Collect. Czech. Chem. Commun. 1996, 61, 1109-1114

Synthesis and Antituberculotic Activity of 5-Alkyl-6-chloro-2-pyrazinecarboxamides and Corresponding Thioamides

Jiří Hartla, Martin Doležala, Jana Krinkováa, Antonín Lyčkab and Želmíra Odlerovác

a Department of Medicinal Chemistry and Drug Control, Faculty of Pharmacy, Charles University, 500 05 Hradec Králové, Czech Republic
b Research Institute of Organic Syntheses, 532 18 Pardubice-Rybitví, Czech Republic
c Institute of Preventive and Clinic Medicine, 833 01 Bratislava, Slovak Republic


Homolytic alkylation of 6-chloro-2-pyrazinecarbonitrile by alkanoic acid and subsequent partial hydrolysis afforded 5-alkyl-6-chloro-2-pyrazinecarboxamides 1a-1e.
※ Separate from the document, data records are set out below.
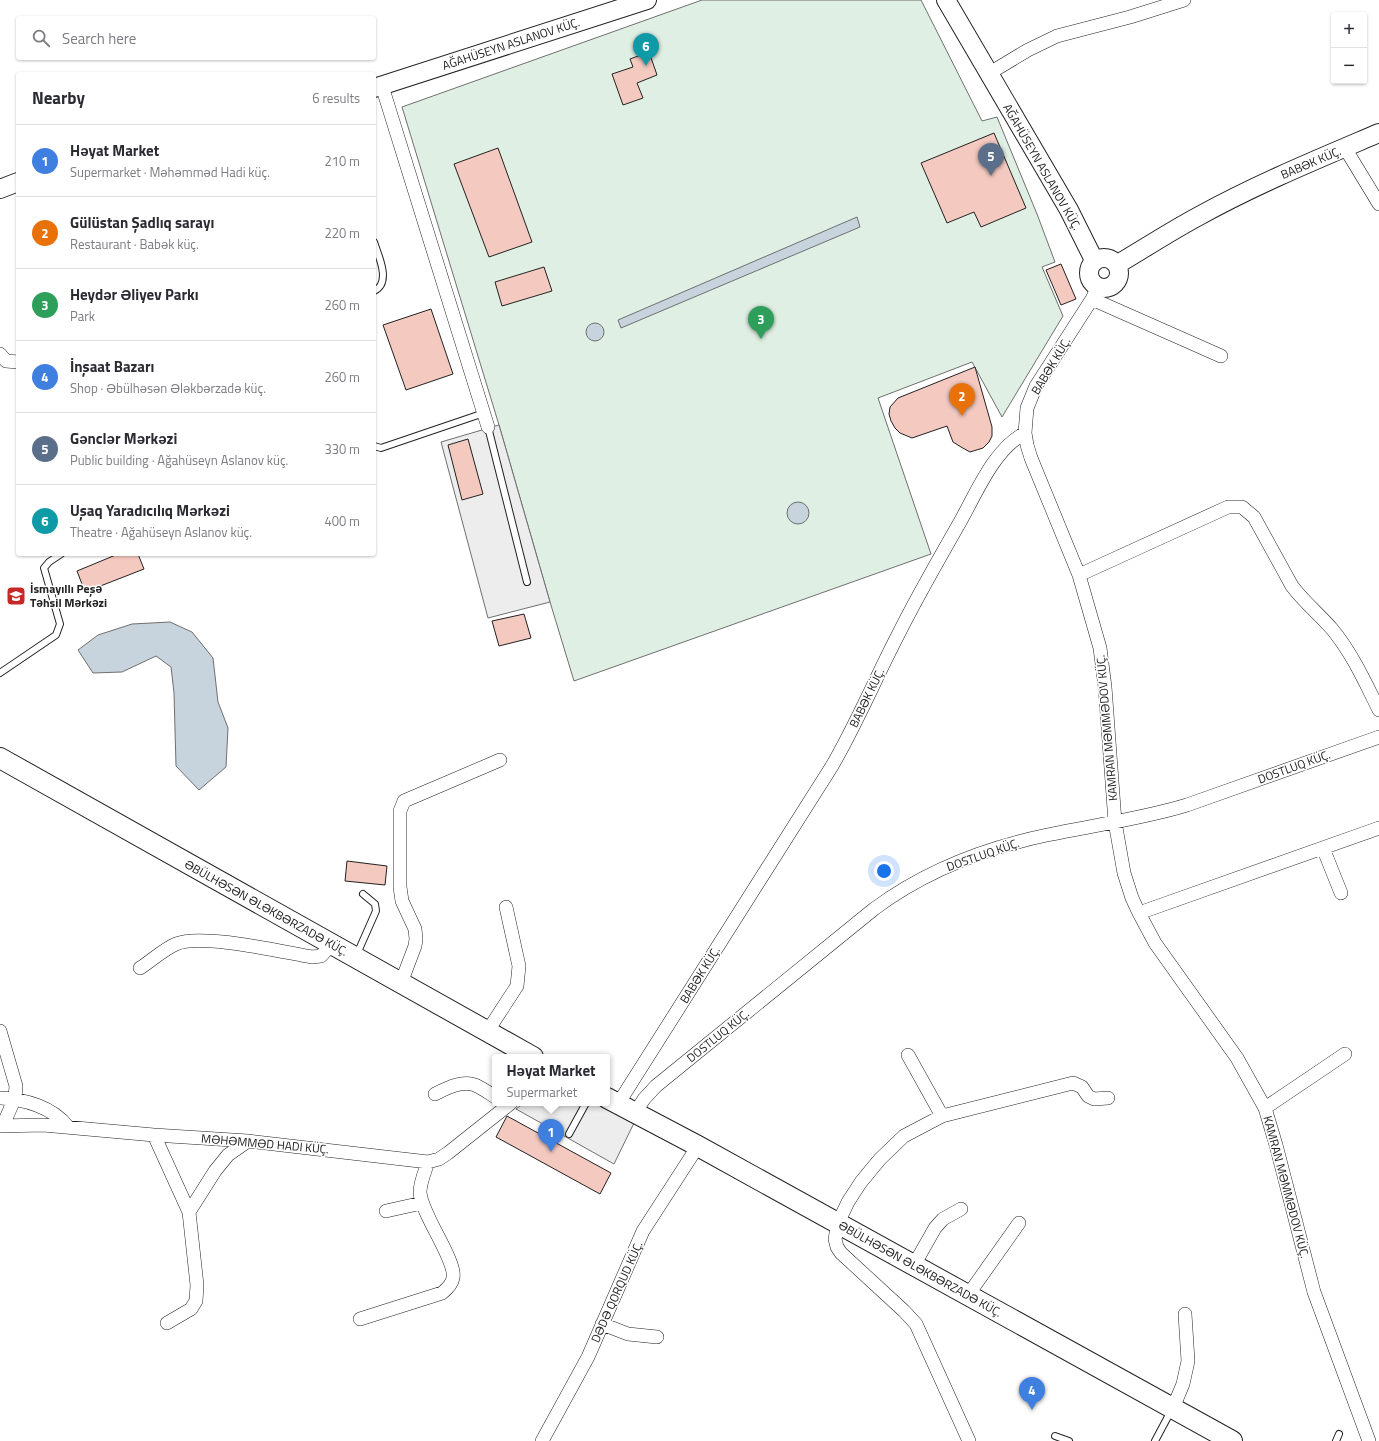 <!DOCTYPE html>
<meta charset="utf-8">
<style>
:root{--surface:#fff;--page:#f2f2f3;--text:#2b2b33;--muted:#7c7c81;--line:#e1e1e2;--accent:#0b8043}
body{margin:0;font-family:"Titillium Web",sans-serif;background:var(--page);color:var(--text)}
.controls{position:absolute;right:12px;top:12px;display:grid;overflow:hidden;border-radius:4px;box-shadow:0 1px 3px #0004}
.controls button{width:36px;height:36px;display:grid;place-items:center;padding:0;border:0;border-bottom:1px solid var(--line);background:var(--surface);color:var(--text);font:20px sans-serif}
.you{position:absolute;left:884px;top:871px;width:14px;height:14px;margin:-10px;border:3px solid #fff;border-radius:50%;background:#1a73e8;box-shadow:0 0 0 6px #1a73e833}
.badge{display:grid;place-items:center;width:26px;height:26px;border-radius:50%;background:var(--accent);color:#fff;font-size:13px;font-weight:700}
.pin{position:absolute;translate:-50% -33px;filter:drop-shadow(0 1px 2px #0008)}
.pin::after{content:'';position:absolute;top:21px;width:14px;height:12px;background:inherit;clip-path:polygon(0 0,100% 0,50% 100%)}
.popup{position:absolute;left:492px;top:1054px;width:118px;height:52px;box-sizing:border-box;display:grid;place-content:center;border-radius:4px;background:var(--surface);filter:drop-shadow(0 1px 3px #0005);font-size:13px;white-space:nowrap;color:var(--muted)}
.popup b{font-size:15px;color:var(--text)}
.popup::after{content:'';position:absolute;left:50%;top:100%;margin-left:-8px;border:8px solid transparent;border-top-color:var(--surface)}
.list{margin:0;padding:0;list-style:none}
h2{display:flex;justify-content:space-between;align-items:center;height:52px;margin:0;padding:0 16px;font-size:17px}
h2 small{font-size:13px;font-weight:400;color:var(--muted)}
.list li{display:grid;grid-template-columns:26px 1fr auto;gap:12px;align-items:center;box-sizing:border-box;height:72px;padding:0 16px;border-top:1px solid var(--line)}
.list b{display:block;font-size:15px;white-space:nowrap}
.list p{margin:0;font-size:13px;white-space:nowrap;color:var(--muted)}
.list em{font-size:13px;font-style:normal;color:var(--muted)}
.icon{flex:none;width:22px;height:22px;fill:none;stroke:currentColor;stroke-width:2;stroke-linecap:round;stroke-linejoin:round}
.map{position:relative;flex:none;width:1379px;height:1441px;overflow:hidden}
.search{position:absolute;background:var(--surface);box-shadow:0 1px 3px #0004;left:16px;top:16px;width:360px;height:44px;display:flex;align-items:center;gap:10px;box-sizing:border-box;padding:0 14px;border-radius:4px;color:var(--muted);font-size:15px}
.panel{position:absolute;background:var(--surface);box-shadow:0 1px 3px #0004;left:16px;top:72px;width:360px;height:484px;border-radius:4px}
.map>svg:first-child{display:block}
.green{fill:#e0efe3;stroke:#6f6f6f}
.parking{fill:#ededed;stroke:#6f6f6f}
.water{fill:#c7d3dd;stroke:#6f6f6f}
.building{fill:#f3c9c0;stroke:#222}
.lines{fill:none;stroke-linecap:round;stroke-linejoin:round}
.lane-casing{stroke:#222;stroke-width:8}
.street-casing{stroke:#222;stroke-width:14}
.secondary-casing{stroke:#222;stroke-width:20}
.primary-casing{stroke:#222;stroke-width:22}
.lane{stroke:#fff;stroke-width:6}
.street{stroke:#fff;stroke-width:13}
.secondary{stroke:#fff;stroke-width:18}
.primary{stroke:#fff;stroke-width:20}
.labels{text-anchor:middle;stroke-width:3;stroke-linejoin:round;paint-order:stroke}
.street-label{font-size:12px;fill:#222;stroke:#fff}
.poi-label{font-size:12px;font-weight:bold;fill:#222;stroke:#fff;text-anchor:start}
</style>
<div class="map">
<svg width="1379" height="1441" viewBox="0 0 1379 1441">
<rect width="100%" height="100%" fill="#fff"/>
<path class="green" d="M702 0H921L982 121 997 117 1037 214 1055 262 1042 267 1063 316 1002 417 972 362 878 398 931 554 574 681 550 602 499 425 402 107Z"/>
<path class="parking" d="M499 425 550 602 488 618 441 442Z
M524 1103H600L634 1123 614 1164 516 1109Z"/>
<path class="water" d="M857 217 860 227 621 328 618 320Z
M586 332a9 9 0 1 1 18 0a9 9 0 1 1-18 0Z
M787 513a11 11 0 1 1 22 0a11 11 0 1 1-22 0Z
M170 622 192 632 213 658 218 702 228 728 226 767 199 790 176 766 174 693 171 667 156 656 122 672 93 673 78 650 98 635 132 624Z"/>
<path class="building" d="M649 52 657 75 637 83 643 98 623 105 612 74 633 67 630 59Z
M994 133 1026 208 981 227 974 212 947 223 921 163Z
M498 148 532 242 489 257 454 164Z
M1061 264 1076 299 1061 305 1046 270Z
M544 267 552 291 502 306 495 282Z
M431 309 453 374 406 390 383 325Z
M975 367 992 427V436L989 442 983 448 970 452 961 447 953 442 947 426 912 438 900 433 895 428 891 421 889 414 890 407 898 398Z
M468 439 483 494 462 500 448 445Z
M118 554H138L144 569 85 592 77 571Z
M524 614 531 638 499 646 492 621Z
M347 861 387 866 385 885 345 881Z
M507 1116 611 1173 600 1194 496 1137Z"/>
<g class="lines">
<defs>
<path id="lane" d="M374 242C378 255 392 283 374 291
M488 427 527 582
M374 446 381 448 484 413
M0 673 56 635 60 624 44 568 49 562 61 554
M357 954 376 911 375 904 363 894
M569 1134 586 1103
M1055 1436 1069 1441
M1155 1441 1171 1411
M1336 1441 1339 1434"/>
<path id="street" d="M988 74 1028 50 1057 36 1130 17 1184 0
M382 86 488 427
M1345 148 1379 204
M1098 287 1092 299 1036 386 1027 408 1025 433 1027 445 1031 458 1079 575 1100 648 1105 687 1115 822 1124 873 1132 898 1139 913 1155 943 1237 1058 1265 1108 1276 1145 1314 1292 1369 1441
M1092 299 1221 356
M0 354 6 361 18 362
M1079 575 1228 507H1242L1254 517 1292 586C1304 602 1319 614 1332 629 1352 653 1365 682 1379 710
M1323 848 1341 893
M1139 913 1379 828
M140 968C151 961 164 949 176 944 201 933 282 952 312 957L321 956 332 944
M401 983 415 946 416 939 415 929 402 901 400 887V811L404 801 500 760
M0 1031 16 1086 15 1098 3 1125
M487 1032 517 986 519 966 506 907
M908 1055 942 1116
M435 1094C447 1088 462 1080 475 1085 482 1088 489 1093 495 1097
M0 1098C24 1099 53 1107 68 1127
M618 1104 832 766C857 723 876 677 899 633 918 595 939 559 960 522 977 492 994 449 1025 433
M1265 1108 1345 1054
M635 1113 644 1099 656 1086 874 909C925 871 985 848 1047 835 1094 825 1141 819 1187 805L1379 737
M0 1126 43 1125 154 1135 248 1141 428 1162 439 1159 448 1153 511 1103
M154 1135 189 1212
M386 1211 422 1203
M914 1265 935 1228 943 1219 961 1209
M968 1295 1019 1223
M360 1319 442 1293C447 1289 452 1284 453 1278 457 1261 421 1214 420 1192 420 1183 425 1171 428 1162
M167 1323 191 1309 196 1301 197 1285 189 1212 215 1171 228 1155 248 1141
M602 1324 628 1334 657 1337
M1173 1408 1183 1384 1188 1361 1185 1314
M542 1441 588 1357 643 1231 698 1146
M969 1441 916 1324 904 1311 841 1253 837 1247 835 1239 838 1223 848 1202 861 1182 880 1159 904 1136 942 1116 1073 1083 1082 1087 1088 1096 1094 1099 1108 1098"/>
<path id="secondary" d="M946 0 1069 210 1094 260
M374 88 647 0
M0 189 18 182
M1089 273a15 15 0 1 1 30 0a15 15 0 1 1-30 0Z
M1118 264C1145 248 1171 231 1199 216 1257 184 1318 159 1379 133"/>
<path id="primary" d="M0 758 533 1057
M607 1098 698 1146 1232 1441"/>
</defs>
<use href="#lane" class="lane-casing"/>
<use href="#street" class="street-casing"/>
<use href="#secondary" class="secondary-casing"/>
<use href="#primary" class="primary-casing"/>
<use href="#lane" class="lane"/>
<use href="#street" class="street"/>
<use href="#secondary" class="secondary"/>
<use href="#primary" class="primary"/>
</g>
<defs>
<symbol id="university-square" viewBox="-11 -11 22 22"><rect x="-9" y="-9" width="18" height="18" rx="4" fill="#c62828" stroke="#fff"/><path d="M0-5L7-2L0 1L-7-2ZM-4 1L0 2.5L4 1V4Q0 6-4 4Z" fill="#fff"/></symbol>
</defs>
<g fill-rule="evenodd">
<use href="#university-square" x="5" y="585" width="22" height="22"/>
</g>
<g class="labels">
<g class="street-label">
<text transform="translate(511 44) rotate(-18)" y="4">AĞAHÜSEYN ASLANOV KÜÇ.</text>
<text transform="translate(1311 163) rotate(-23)" y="4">BABƏK KÜÇ.</text>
<text transform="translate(1042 167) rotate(60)" y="4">AĞAHÜSEYN ASLANOV KÜÇ.</text>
<text transform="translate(1051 366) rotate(-59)" y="4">BABƏK KÜÇ.</text>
<text transform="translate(867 698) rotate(-64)" y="4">BABƏK KÜÇ.</text>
<text transform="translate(1107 728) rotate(-95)" y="4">KAMRAN MƏMMƏDOV KÜÇ.</text>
<text transform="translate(1294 767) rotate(-20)" y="4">DOSTLUQ KÜÇ.</text>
<text transform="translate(983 855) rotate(-19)" y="4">DOSTLUQ KÜÇ.</text>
<text transform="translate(266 908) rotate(29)" y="4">ƏBÜLHƏSƏN ƏLƏKBƏRZADƏ KÜÇ.</text>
<text transform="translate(700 975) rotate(-58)" y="4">BABƏK KÜÇ.</text>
<text transform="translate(718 1036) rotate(-39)" y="4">DOSTLUQ KÜÇ.</text>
<text transform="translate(265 1144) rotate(5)" y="4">MƏHƏMMƏD HADI KÜÇ.</text>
<text transform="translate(1286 1187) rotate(75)" y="4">KAMRAN MƏMMƏDOV KÜÇ.</text>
<text transform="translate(920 1269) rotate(29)" y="4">ƏBÜLHƏSƏN ƏLƏKBƏRZADƏ KÜÇ.</text>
<text transform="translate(617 1292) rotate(-66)" y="4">DƏDƏ QORQUD KÜÇ.</text>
</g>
<g class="poi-label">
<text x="30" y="593">İsmayıllı Peşə<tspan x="30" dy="14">Təhsil Mərkəzi</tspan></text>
</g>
</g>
</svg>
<div class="controls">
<button>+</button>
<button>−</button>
</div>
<div class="you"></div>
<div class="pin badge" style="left:551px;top:1152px;background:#3f7fe0">1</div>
<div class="popup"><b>Həyat Market</b>Supermarket</div>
<div class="pin badge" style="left:962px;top:416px;background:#e8710a">2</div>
<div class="pin badge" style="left:761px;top:339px;background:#2e9e5b">3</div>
<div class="pin badge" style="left:1032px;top:1410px;background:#3f7fe0">4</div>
<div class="pin badge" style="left:991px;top:176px;background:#5c6f8a">5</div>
<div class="pin badge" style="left:646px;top:66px;background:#0f9aa8">6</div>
<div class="search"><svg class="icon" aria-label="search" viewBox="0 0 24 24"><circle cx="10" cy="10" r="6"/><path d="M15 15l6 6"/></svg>Search here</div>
<section class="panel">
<h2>Nearby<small>6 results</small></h2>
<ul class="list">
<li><span class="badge" style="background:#3f7fe0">1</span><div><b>Həyat Market</b><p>Supermarket · Məhəmməd Hadi küç.</p></div><em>210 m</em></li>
<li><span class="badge" style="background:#e8710a">2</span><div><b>Gülüstan Şadlıq sarayı</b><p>Restaurant · Babək küç.</p></div><em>220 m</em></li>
<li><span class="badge" style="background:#2e9e5b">3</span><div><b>Heydər Əliyev Parkı</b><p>Park</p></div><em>260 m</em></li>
<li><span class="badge" style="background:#3f7fe0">4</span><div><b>İnşaat Bazarı</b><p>Shop · Əbülhəsən Ələkbərzadə küç.</p></div><em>260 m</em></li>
<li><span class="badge" style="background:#5c6f8a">5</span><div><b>Gənclər Mərkəzi</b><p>Public building · Ağahüseyn Aslanov küç.</p></div><em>330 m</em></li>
<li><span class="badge" style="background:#0f9aa8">6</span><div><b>Uşaq Yaradıcılıq Mərkəzi</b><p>Theatre · Ağahüseyn Aslanov küç.</p></div><em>400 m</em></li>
</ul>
</section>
</div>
Reaction of amides 1a-1e by Lawesson's reagent afforded corresponding thioamides 2a-2e. The structure of compounds was confirmed by elemental analysis, IR and 1H NMR spectra. The assessment of in vitro antimycobacterial activity of the compounds was carried out. The highest antituberculotic activity against Mycobacterium tuberculosis and other mycobacterial strains in this series was shown by 5-(1,1-dimethylethyl)-6-chloro-2-pyrazinecarbothioamide (2e).

Keywords: Homolytic alkylation; Pyrazinecarboxamides; Pyrazinecarbothioamides; Tuberculostatic activity.